Pietro Perotti, lecturer in accounting and finance at the University of Bath, describes how states more politically aligned with the executive may change their financial tune.
I am mainly interested in three broad areas of research: the capital market effects of accounting information; the determinants and consequences of financial reporting quality; empirical market microstructure and, more specifically, the process through which prices incorporate information.
The topics of my current research projects include: how accrual-based managerial discretion affects informational efficiency; accounting-based anomalies in the bond market; the impact of product market competition on the quality of segment level disclosure; how proximity to political power influences earnings management choices.

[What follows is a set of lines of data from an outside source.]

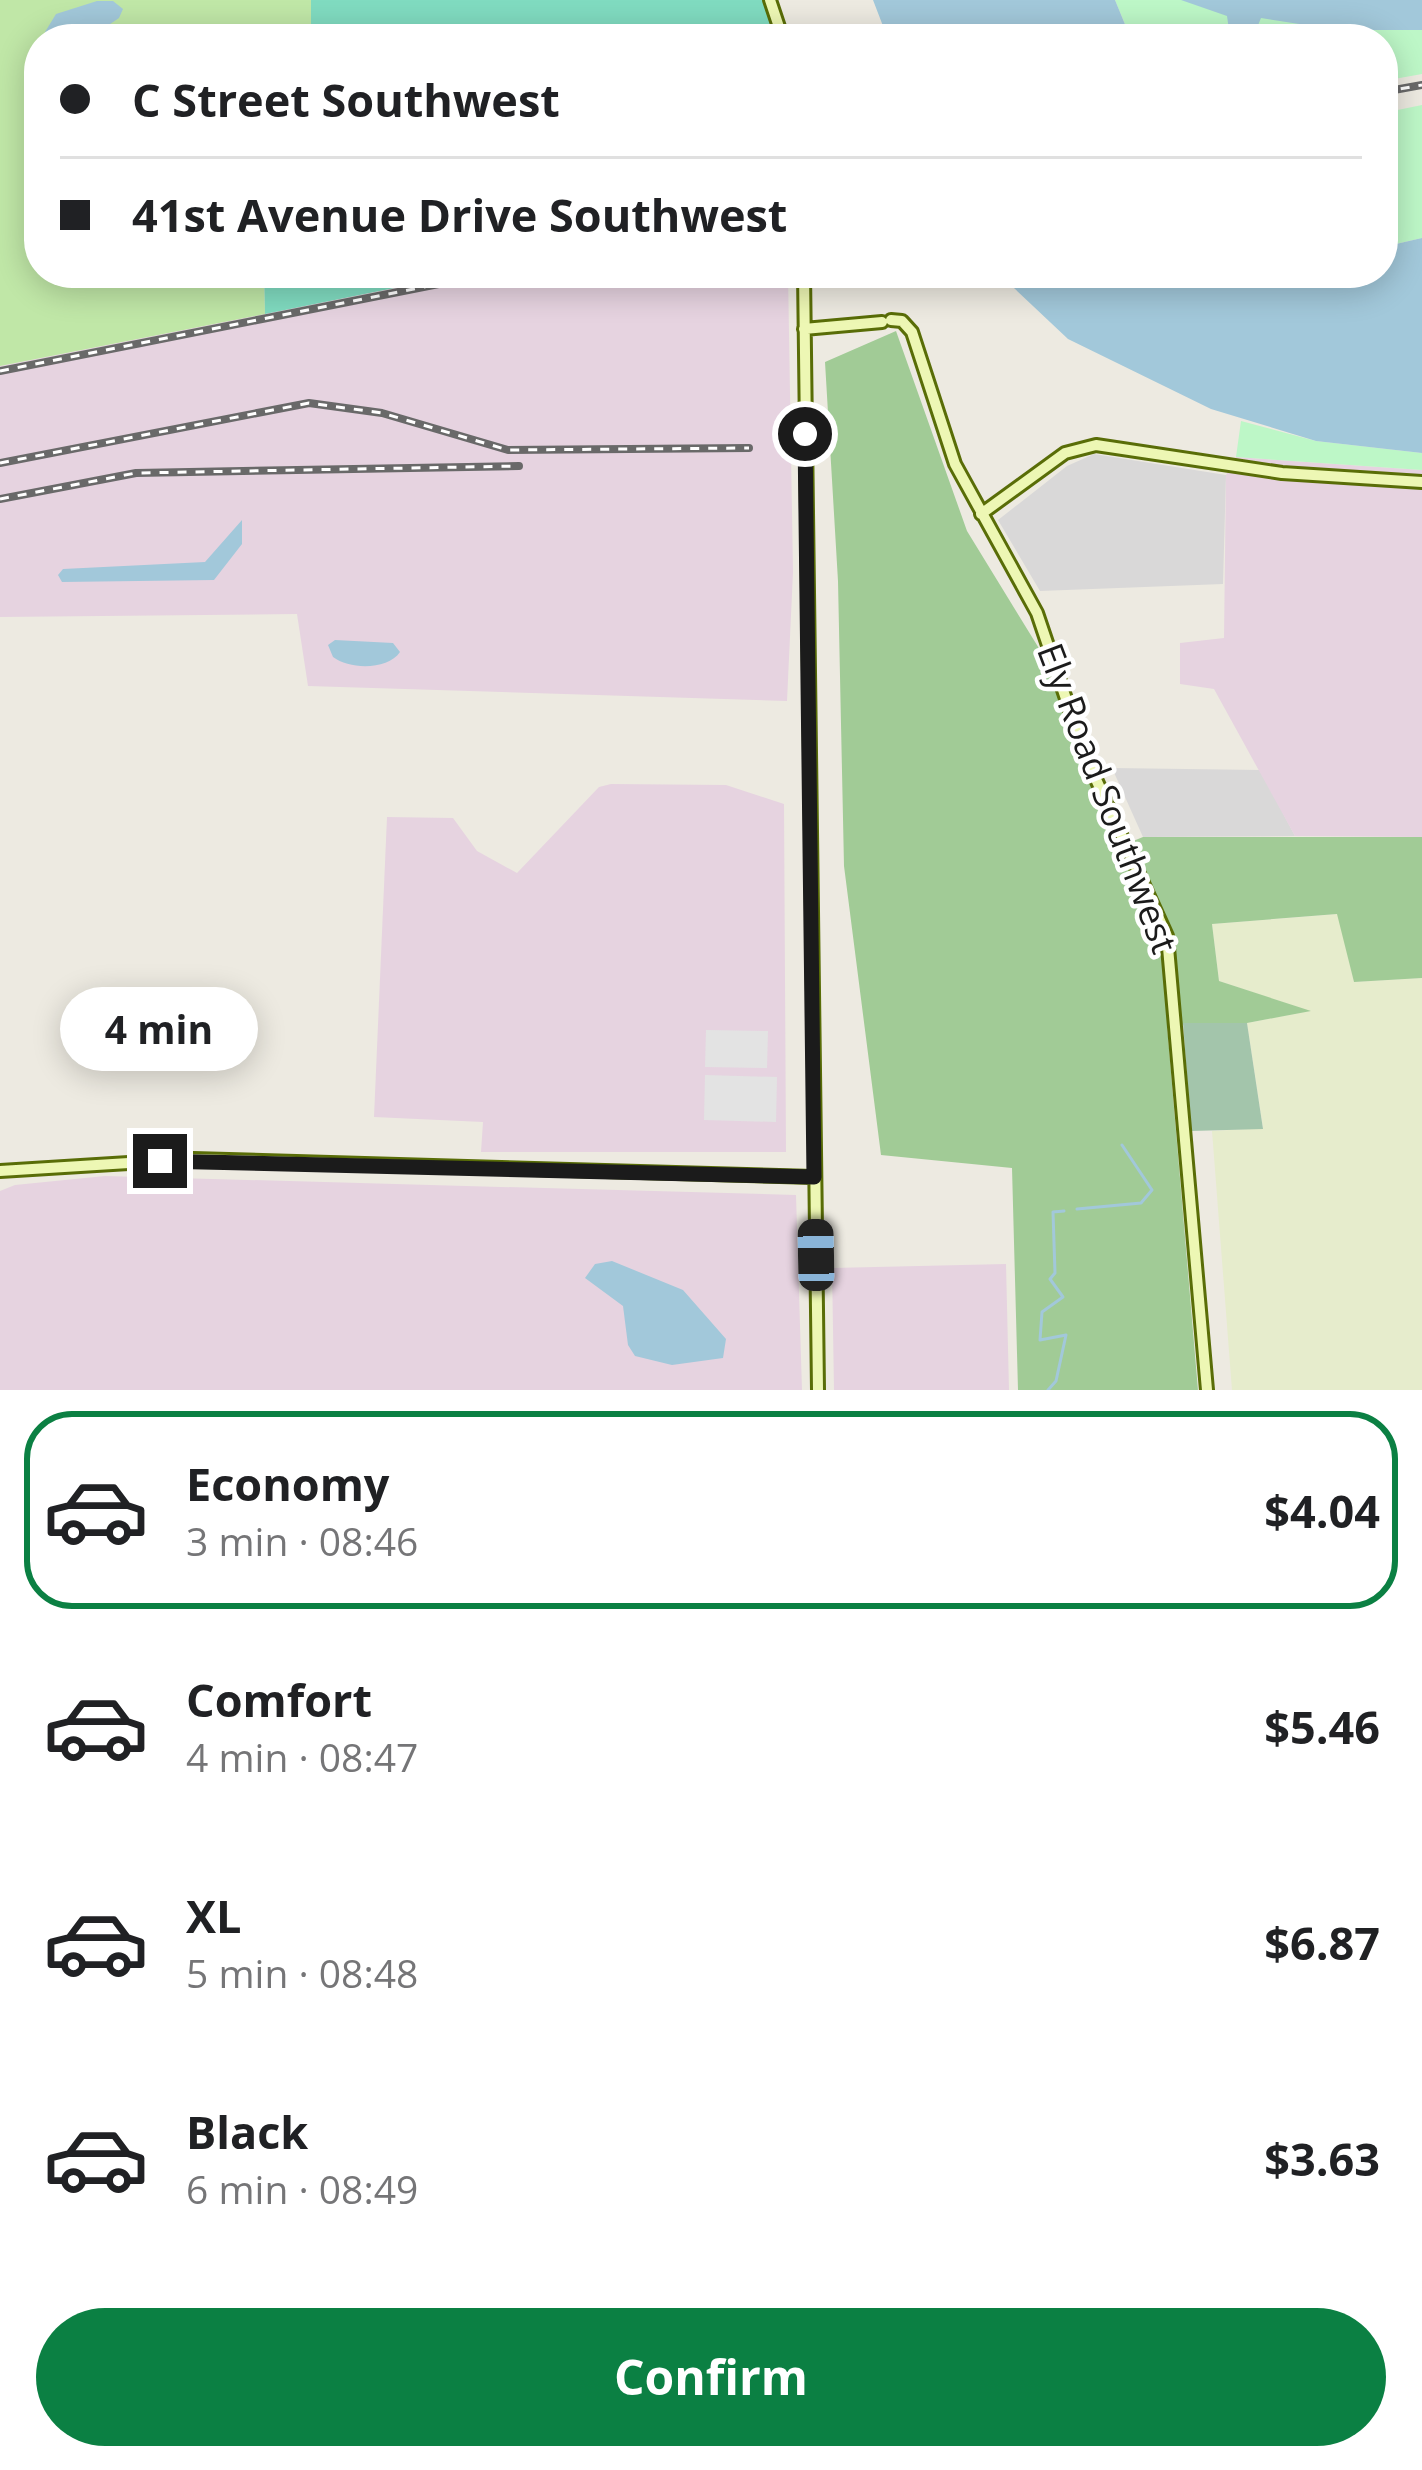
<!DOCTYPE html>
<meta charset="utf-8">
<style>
:root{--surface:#fff;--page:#f2f2f2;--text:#202124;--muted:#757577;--line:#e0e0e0;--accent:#0b8043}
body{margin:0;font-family:"Open Sans",sans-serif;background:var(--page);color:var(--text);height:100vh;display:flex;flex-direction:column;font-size:45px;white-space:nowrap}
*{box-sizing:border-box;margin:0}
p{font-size:39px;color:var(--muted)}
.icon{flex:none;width:66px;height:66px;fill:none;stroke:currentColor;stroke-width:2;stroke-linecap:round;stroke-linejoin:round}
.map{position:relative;height:1390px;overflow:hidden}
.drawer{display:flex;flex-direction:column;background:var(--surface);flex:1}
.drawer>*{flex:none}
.hud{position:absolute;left:24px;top:24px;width:1374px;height:264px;border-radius:48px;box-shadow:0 6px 30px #0003;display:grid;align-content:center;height:264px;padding:0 36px;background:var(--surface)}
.end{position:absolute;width:54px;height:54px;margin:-27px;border:15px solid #1b1b1b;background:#fff;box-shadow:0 0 0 6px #fff}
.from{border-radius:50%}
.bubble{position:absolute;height:84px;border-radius:42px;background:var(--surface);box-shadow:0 6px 30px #0003;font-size:39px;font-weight:700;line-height:84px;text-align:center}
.car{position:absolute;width:36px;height:72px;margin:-36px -18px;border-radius:15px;box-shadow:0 0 9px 3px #0007;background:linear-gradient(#222 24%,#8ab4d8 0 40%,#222 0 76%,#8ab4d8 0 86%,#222 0)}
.hud b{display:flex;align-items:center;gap:42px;height:114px;font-size:45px}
.hud b+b{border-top:3px solid var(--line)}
.hud i{width:30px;height:30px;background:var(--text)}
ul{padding:21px 0 0;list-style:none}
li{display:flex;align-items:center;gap:36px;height:198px;margin:0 24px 18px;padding:0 12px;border:6px solid transparent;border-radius:48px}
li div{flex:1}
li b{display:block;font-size:45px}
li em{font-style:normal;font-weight:700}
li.selected{border-color:var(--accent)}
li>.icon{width:108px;height:108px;stroke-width:1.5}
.cta{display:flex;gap:24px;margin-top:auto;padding:24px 36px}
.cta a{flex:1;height:138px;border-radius:72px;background:var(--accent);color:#fff;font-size:48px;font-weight:700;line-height:138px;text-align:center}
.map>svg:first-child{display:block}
.residential{fill:#d9d8d8}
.industrial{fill:#e6d3e0}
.farmland{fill:#e6eccc}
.grass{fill:#c0e7a7}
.forest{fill:#a1cb96}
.cemetery{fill:#a3c5ab}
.park{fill:#bdf7c7}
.pitch{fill:#80dbc0}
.parking{fill:#e3e3e3}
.water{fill:#a2c8da}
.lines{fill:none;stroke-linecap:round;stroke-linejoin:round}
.stream{stroke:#a2c8da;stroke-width:3}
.secondary-casing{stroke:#596d07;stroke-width:16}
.secondary{stroke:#edf7b4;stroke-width:10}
.rail-casing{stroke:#696969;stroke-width:8}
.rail{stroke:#fff;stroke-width:3;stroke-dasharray:9;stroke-linecap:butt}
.route{stroke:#1b1b1b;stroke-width:15}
.labels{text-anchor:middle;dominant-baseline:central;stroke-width:9;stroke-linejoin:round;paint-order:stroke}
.street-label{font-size:36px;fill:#1b1b1b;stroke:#fff}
</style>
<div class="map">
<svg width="1422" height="1390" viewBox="0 0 1422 1390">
<rect width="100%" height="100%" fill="#edeae1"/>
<path class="residential" d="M1094 454 1226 475 1223 584 1040 591 998 520 1067 466Z
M1112 768 1260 770 1295 836 1143 837Z"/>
<path class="industrial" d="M471 273H788L793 572 787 701 308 686 297 614 0 617V366Z
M1236 457 1422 470V837L1295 836 1214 689 1180 684V643L1224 638 1226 475Z
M611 784 726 785 784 804 786 1152H481L483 1122 374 1117 387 817 453 818 477 851 517 873 599 787Z
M105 1176 796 1195 802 1390H0V1191L15 1185Z
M1006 1264 1009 1390H834L832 1268Z"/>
<path class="farmland" d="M1338 914 1354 982 1422 978V1390H1232L1212 1131 1263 1128 1247 1023 1309 1011 1219 981 1212 924Z"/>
<path class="grass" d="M0 0H311V39H39V273H264L265 314 0 366Z"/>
<path class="forest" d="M896 331 967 531 1040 650 1116 848 1143 837H1422V978L1354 982 1337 914 1212 924 1219 981 1311 1011 1247 1023 1167 1025 1198 1390H1018L1012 1168 881 1155 844 866 838 581 825 362Z"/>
<path class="cemetery" d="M1183 1023H1247L1263 1129 1191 1131Z"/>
<path class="park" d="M1115 0H1422V74L1383 81V39H1131Z
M1422 105V238L1383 247V113Z
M1241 421 1316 441 1422 453V470L1236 457Z"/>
<path class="pitch" d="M311 0H770L783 39H311Z
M264 273H469L265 314Z"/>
<path class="parking" d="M706 1030 768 1031 767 1068 705 1067Z
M705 1075 777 1077 776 1122 704 1120Z"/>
<path class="water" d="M873 0H1115L1131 39H888Z
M1181 0H1422V30H1338L1261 18 1254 35 1240 39 1229 30 1227 16Z
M97 1H113L123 9 119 18 88 39H49L45 32 56 14Z
M1422 238V453L1316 441 1211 409 1068 339 998 273H1383V247Z
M242 520V544L214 580 62 582 58 575 63 569 205 562Z
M335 640 393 643 400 652C388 670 350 670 333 657L328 645Z
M612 1261 683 1290 726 1339 723 1358 672 1365 635 1356 628 1345 623 1306 585 1278 595 1264Z"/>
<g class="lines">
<path class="stream" d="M1077 1209 1141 1203 1152 1190 1122 1145
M1048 1390 1056 1381 1066 1335 1040 1340 1042 1312 1063 1297 1050 1279 1055 1273 1053 1212 1064 1211"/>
<g class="secondary-casing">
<path id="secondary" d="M770 0 783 39
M804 273 818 1390
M891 320 902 321 912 332 955 464 1037 613 1085 755 1167 936 1207 1390
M804 329 882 322
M981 514 1065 453 1096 445 1282 473 1422 482
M0 1171 193 1159 814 1177"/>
</g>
<use href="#secondary" class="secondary"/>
<g class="rail-casing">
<path id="rail" d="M1383 92 1422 85
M0 371 494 273
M0 463 309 403 382 413 508 450 749 448
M0 499 136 473 519 466"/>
</g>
<use href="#rail" class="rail"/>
</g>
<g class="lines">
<path class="route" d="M160 1161 814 1177 805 434"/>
</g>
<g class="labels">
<g class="street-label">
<text transform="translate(1108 798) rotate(69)">Ely Road Southwest</text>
</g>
</g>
</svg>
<i class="end from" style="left:805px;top:434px"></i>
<i class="end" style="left:160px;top:1161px"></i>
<div class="bubble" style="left:60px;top:987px;width:198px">4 min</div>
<i class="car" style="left:816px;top:1255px;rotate:359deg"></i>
<div class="hud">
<b><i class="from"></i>C Street Southwest</b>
<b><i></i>41st Avenue Drive Southwest</b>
</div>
</div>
<section class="drawer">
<ul>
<li class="selected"><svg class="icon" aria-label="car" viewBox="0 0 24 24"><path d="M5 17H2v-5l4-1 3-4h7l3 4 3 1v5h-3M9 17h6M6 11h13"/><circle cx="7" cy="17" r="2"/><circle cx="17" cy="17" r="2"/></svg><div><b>Economy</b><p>3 min · 08:46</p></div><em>$4.04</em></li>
<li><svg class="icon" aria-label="car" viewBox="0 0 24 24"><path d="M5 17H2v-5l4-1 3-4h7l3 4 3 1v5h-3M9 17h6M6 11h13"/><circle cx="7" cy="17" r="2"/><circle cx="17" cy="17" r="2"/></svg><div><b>Comfort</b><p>4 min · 08:47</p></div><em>$5.46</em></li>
<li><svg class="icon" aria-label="car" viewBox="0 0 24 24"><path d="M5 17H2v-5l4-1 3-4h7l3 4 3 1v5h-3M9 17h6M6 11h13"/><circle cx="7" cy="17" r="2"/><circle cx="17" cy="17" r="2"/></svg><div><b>XL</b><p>5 min · 08:48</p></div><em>$6.87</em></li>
<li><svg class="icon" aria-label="car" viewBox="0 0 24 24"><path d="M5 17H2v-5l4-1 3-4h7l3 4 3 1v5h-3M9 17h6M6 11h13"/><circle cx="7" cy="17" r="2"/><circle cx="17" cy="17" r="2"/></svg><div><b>Black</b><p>6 min · 08:49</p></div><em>$3.63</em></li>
</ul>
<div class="cta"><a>Confirm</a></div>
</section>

The evolution of the political map which emerges from federal and state-level elections, matters for financial reporting. In our research we examine how financial reporting decisions are influenced by political alignment between the state and the federal government. For example, in the current situation with a Democrat president, Blue states, as California, are more politically aligned with the federal administration than Red states, as Texas. We investigate how this affects earnings management, which can be defined as the opportunistic use of discretion allowed by accounting standards. This is an important issue for users of financial statements because discretion can be exercised for the purpose of hiding the true performance of the firm, as it has been widely seen in recent accounting scandals. We find that earnings management is more pronounced for firms which are headquartered in states with a higher political alignment with the federal government. A possible explanation for this result is that political alignment implies a higher likelihood that state-specific policies are implemented and, as a consequence, a higher variability of the operating profitability. This in turn both encourages and facilitates earnings management. It encourages earnings management because managers would like to smooth the high volatility in earnings to signal consistent performance to shareholders. And it facilitates earnings management because a high volatility of profitability makes it more difficult for outsiders to scrutinize managers’ behavior.